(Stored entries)
****************************************
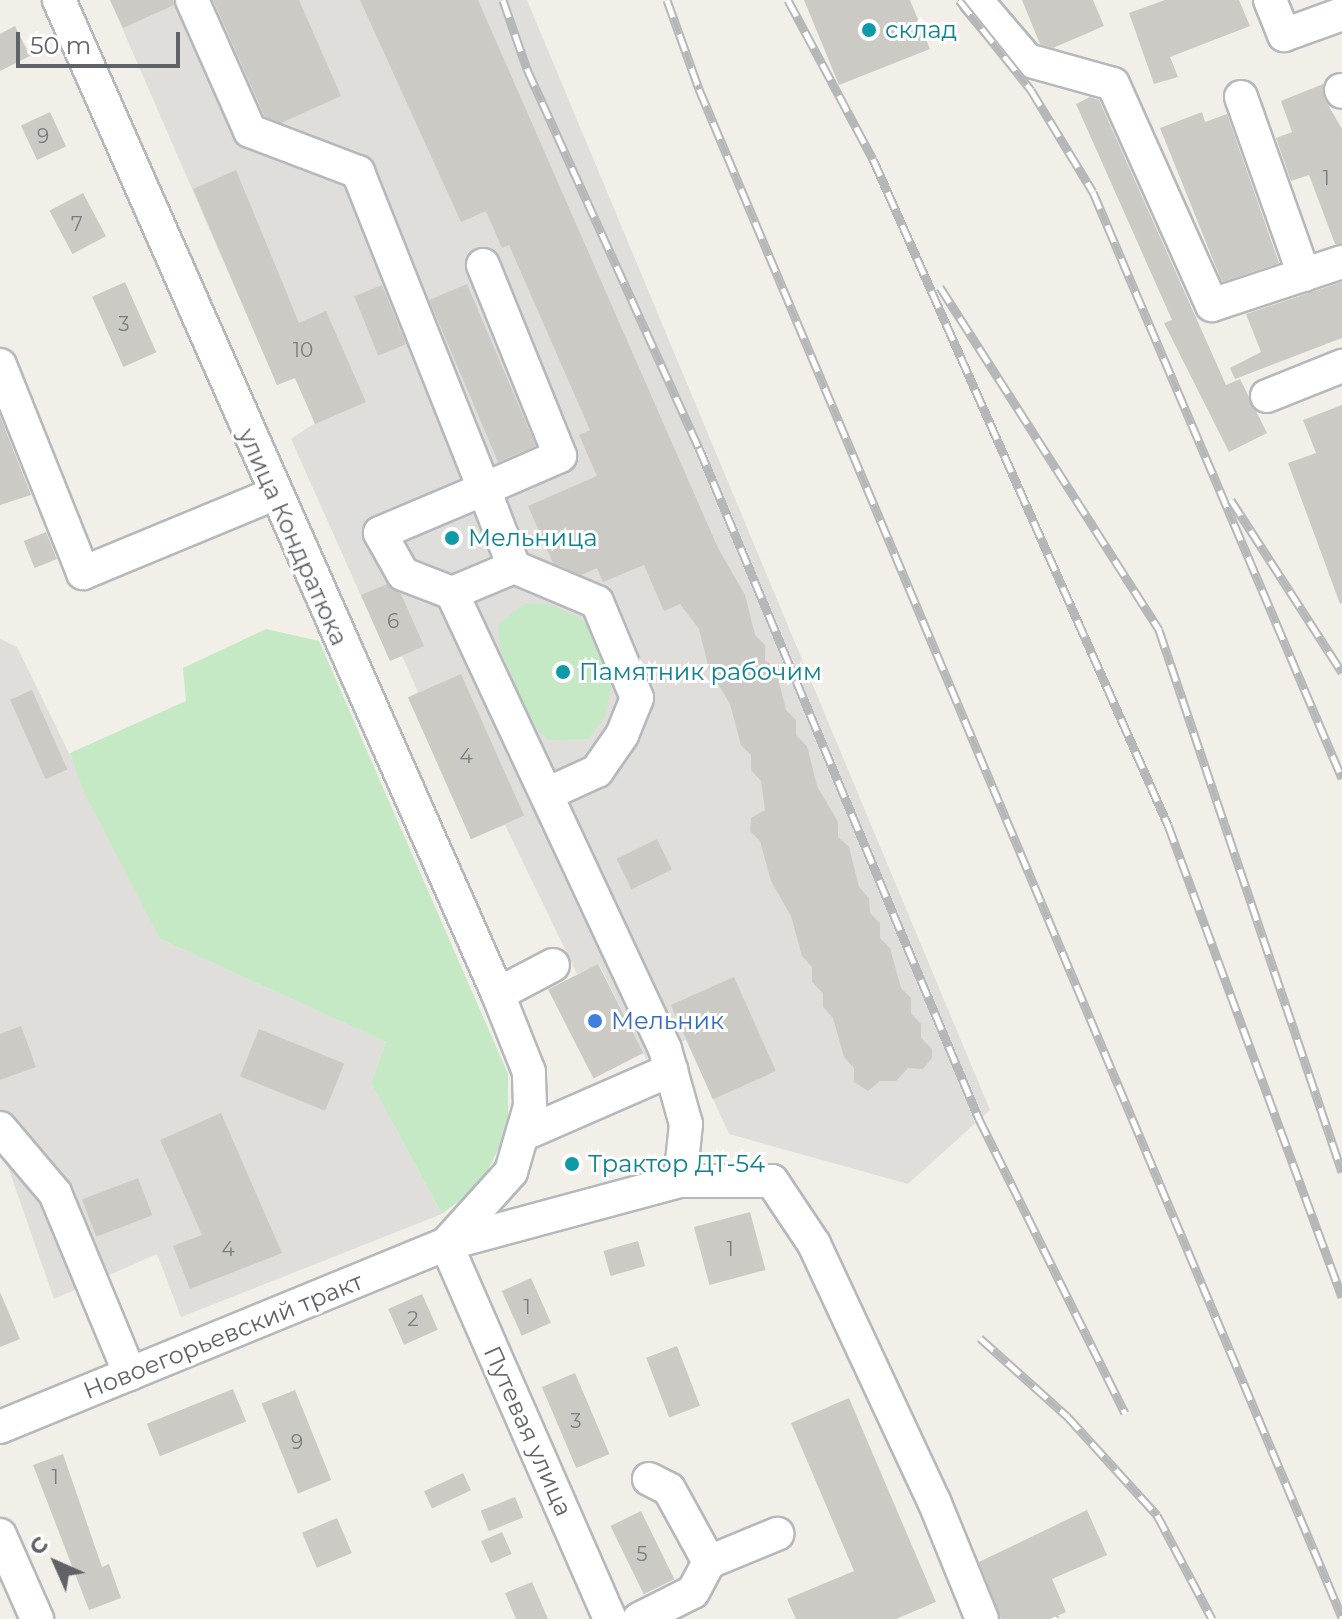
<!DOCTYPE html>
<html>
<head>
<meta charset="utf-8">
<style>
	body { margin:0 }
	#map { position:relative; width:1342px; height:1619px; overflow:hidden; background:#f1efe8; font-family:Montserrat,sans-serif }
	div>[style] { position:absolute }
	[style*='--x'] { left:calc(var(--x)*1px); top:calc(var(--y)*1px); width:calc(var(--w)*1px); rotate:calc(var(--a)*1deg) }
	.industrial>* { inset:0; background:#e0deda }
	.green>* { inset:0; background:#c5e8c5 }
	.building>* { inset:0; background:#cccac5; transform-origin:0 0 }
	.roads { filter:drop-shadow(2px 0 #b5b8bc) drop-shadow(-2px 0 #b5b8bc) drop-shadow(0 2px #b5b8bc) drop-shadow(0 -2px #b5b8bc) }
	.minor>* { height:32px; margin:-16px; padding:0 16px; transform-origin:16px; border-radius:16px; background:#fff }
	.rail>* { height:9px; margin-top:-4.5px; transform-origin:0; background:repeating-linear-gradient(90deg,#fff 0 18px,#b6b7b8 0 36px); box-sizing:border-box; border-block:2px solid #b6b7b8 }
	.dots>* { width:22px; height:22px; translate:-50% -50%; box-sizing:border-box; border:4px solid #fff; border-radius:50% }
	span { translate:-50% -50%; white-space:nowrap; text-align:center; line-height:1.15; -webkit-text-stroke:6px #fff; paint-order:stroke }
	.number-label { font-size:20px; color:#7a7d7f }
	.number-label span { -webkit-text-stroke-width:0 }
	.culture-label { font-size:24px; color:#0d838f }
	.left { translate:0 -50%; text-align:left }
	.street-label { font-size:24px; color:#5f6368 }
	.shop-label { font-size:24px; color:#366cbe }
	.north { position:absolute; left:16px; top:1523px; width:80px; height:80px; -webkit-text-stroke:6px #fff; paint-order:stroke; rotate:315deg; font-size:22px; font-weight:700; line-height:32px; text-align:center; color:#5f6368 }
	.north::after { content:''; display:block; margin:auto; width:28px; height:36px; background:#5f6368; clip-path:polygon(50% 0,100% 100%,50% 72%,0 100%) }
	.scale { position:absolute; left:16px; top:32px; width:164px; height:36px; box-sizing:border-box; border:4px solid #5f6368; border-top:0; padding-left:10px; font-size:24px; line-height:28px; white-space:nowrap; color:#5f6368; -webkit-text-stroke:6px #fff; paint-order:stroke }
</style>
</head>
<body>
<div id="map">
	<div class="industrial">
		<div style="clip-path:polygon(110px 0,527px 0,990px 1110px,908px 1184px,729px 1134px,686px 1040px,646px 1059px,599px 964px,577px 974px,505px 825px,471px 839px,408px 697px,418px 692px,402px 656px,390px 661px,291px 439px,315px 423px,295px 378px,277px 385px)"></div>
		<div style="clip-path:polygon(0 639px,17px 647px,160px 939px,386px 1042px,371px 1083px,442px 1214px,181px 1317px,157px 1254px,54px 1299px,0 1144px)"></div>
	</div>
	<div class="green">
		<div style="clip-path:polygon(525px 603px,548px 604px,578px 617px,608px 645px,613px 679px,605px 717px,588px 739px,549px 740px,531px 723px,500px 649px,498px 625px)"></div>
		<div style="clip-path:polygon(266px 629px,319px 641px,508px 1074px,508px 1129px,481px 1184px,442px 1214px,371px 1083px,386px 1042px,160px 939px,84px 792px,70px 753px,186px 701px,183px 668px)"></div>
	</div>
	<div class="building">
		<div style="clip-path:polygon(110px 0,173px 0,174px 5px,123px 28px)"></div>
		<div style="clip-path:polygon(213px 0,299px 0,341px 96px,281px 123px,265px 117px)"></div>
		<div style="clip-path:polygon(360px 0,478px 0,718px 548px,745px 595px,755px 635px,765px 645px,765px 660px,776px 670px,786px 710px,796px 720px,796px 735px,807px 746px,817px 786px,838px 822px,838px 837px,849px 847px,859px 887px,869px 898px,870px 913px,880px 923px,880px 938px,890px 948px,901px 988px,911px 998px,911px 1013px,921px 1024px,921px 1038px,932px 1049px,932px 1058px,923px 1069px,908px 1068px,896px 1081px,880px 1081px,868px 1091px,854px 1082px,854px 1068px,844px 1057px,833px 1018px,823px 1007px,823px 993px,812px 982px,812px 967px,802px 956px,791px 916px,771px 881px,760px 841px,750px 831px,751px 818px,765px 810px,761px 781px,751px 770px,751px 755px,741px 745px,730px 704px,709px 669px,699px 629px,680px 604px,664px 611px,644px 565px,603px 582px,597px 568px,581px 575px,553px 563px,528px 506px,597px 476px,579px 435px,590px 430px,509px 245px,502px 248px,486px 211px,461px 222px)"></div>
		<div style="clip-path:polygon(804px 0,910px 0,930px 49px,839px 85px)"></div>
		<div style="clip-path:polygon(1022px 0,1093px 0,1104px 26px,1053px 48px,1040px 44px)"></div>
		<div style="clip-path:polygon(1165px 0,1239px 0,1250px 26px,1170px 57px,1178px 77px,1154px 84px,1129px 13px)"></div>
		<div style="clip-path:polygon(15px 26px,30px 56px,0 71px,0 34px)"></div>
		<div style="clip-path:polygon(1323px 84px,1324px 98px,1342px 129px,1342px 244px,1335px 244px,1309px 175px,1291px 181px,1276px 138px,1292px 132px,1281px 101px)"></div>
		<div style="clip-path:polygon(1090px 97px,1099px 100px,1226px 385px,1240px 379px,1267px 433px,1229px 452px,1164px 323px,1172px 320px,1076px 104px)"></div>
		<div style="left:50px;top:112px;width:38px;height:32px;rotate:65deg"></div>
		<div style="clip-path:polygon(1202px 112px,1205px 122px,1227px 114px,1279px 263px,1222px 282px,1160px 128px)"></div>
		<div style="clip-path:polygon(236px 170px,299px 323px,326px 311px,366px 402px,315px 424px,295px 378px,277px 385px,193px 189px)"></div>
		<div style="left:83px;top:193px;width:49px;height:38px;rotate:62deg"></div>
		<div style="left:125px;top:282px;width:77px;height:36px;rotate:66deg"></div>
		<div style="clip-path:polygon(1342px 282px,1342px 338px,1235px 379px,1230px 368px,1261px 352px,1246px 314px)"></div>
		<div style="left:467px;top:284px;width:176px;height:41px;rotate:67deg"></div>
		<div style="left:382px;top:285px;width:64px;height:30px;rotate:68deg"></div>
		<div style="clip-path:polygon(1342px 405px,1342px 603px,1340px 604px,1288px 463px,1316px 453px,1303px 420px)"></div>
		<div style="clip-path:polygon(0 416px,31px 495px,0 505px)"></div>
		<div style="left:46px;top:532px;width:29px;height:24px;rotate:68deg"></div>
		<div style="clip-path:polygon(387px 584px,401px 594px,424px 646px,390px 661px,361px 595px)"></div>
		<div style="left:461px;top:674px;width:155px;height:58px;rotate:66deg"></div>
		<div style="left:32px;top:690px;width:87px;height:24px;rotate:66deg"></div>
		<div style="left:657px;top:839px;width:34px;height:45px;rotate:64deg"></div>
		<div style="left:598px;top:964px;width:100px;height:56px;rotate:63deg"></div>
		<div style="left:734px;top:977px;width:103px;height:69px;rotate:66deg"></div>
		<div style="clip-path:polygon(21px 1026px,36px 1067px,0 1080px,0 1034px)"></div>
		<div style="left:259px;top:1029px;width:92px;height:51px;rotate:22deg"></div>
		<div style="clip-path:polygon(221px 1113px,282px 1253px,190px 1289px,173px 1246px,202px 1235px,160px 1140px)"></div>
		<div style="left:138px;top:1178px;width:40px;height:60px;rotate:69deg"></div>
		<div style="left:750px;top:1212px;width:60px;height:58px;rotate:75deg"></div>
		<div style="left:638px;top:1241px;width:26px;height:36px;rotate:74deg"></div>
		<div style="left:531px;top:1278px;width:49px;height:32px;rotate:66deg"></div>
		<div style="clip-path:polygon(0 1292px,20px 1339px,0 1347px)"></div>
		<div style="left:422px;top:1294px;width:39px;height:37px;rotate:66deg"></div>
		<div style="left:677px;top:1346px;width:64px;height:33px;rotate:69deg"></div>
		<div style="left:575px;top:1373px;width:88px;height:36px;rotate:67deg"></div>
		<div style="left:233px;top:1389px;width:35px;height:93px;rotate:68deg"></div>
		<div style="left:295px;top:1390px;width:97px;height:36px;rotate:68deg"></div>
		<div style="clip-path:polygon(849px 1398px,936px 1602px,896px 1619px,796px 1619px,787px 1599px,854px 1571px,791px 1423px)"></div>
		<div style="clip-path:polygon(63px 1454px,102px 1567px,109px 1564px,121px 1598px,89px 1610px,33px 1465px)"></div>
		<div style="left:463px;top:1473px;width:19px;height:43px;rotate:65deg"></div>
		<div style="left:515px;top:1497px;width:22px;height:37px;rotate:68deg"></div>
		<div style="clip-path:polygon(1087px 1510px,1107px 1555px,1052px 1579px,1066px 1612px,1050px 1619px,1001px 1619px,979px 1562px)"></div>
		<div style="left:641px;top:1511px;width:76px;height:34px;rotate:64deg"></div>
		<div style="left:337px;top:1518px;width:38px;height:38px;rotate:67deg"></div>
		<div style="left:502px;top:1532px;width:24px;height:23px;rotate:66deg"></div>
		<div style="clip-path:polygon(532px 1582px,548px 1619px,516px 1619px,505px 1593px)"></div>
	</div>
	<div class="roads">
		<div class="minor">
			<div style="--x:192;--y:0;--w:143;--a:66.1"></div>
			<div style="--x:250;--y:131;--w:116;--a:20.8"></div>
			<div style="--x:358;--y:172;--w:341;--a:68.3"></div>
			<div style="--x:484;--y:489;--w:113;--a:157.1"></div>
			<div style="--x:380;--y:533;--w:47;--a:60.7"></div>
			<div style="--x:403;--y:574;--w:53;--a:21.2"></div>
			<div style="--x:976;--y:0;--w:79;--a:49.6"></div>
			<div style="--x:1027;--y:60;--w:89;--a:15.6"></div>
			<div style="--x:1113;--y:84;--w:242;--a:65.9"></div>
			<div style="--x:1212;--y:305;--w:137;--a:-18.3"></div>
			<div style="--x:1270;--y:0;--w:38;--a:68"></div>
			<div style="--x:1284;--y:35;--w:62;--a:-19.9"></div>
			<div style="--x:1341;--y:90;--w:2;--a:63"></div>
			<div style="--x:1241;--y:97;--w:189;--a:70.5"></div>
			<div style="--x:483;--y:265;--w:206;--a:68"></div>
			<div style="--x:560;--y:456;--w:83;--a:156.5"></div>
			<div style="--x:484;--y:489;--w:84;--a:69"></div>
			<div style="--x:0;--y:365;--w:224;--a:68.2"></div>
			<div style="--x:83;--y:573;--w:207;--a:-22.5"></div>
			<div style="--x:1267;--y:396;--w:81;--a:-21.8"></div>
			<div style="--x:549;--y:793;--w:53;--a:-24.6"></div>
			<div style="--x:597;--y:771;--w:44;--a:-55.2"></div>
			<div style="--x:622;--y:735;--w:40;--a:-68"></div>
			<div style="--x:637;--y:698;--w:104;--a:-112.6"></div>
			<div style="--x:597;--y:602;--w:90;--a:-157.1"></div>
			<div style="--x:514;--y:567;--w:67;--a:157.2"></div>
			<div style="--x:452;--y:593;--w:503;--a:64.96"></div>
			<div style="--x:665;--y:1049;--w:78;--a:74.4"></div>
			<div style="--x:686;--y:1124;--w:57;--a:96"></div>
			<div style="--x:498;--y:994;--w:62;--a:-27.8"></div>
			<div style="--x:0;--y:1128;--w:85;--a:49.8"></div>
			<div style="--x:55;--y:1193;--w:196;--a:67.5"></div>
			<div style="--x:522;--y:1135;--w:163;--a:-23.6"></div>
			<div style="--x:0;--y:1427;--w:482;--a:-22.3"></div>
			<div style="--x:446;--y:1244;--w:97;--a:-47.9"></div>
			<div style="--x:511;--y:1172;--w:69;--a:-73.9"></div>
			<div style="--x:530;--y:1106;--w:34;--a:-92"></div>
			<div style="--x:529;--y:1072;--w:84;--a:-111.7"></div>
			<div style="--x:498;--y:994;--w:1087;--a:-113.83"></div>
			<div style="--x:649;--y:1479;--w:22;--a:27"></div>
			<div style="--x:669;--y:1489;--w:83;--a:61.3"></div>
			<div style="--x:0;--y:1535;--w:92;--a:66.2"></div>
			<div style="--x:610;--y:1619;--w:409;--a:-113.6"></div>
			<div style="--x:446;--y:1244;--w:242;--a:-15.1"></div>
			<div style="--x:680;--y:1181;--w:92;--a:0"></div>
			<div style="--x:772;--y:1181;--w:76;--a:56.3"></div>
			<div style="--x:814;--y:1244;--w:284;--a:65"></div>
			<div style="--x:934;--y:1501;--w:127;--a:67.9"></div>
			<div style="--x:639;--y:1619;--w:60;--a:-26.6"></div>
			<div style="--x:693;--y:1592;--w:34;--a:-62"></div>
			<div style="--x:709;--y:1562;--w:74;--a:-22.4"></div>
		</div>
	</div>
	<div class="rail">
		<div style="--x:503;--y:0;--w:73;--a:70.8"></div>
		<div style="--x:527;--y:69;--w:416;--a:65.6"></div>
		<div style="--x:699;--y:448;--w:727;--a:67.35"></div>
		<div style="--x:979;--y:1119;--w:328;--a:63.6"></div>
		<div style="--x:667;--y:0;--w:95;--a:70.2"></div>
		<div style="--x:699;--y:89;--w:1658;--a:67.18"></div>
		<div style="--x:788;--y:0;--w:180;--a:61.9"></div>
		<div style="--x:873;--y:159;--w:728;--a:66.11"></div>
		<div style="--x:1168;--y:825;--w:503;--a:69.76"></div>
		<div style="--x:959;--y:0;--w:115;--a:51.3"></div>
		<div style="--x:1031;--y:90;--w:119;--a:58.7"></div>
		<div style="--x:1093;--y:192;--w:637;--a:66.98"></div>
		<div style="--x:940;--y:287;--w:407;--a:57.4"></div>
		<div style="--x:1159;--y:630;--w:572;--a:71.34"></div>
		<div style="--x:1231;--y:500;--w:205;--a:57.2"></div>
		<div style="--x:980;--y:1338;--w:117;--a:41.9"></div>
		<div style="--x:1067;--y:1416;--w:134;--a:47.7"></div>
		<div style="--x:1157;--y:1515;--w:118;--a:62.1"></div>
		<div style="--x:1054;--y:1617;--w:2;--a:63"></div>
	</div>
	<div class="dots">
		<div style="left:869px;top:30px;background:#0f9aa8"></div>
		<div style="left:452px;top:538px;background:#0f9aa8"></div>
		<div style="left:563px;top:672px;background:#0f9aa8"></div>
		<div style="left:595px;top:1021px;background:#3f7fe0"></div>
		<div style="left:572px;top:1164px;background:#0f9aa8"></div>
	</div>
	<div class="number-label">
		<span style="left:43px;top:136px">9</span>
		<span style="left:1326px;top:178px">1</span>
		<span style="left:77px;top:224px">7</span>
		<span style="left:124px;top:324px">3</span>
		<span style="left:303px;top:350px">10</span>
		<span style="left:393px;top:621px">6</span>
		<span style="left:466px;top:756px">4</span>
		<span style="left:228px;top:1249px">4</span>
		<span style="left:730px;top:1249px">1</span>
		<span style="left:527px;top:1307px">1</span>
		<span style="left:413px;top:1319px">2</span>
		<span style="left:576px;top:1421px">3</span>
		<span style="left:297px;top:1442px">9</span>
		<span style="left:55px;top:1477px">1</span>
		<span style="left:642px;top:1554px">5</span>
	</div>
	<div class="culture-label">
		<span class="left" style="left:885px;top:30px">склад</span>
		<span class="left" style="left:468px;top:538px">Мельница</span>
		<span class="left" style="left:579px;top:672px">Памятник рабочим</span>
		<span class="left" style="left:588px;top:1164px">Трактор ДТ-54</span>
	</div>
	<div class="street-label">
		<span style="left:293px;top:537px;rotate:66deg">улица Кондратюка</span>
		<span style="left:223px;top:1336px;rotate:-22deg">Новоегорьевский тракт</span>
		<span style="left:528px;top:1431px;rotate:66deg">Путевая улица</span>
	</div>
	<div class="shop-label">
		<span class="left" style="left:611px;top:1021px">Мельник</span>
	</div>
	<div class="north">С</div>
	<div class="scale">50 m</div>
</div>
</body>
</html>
****************************************
[DIRECTIONS]:
Retype exactly the lines of the data above that fall between the line with "inset:0; background:#cccac5; transform-origin:0" and the line with "position:absolute; left:16px; top:1523px;", inclusive, and add nothing.

[ANSWER BOX]:
	.building>* { inset:0; background:#cccac5; transform-origin:0 0 }
	.roads { filter:drop-shadow(2px 0 #b5b8bc) drop-shadow(-2px 0 #b5b8bc) drop-shadow(0 2px #b5b8bc) drop-shadow(0 -2px #b5b8bc) }
	.minor>* { height:32px; margin:-16px; padding:0 16px; transform-origin:16px; border-radius:16px; background:#fff }
	.rail>* { height:9px; margin-top:-4.5px; transform-origin:0; background:repeating-linear-gradient(90deg,#fff 0 18px,#b6b7b8 0 36px); box-sizing:border-box; border-block:2px solid #b6b7b8 }
	.dots>* { width:22px; height:22px; translate:-50% -50%; box-sizing:border-box; border:4px solid #fff; border-radius:50% }
	span { translate:-50% -50%; white-space:nowrap; text-align:center; line-height:1.15; -webkit-text-stroke:6px #fff; paint-order:stroke }
	.number-label { font-size:20px; color:#7a7d7f }
	.number-label span { -webkit-text-stroke-width:0 }
	.culture-label { font-size:24px; color:#0d838f }
	.left { translate:0 -50%; text-align:left }
	.street-label { font-size:24px; color:#5f6368 }
	.shop-label { font-size:24px; color:#366cbe }
	.north { position:absolute; left:16px; top:1523px; width:80px; height:80px; -webkit-text-stroke:6px #fff; paint-order:stroke; rotate:315deg; font-size:22px; font-weight:700; line-height:32px; text-align:center; color:#5f6368 }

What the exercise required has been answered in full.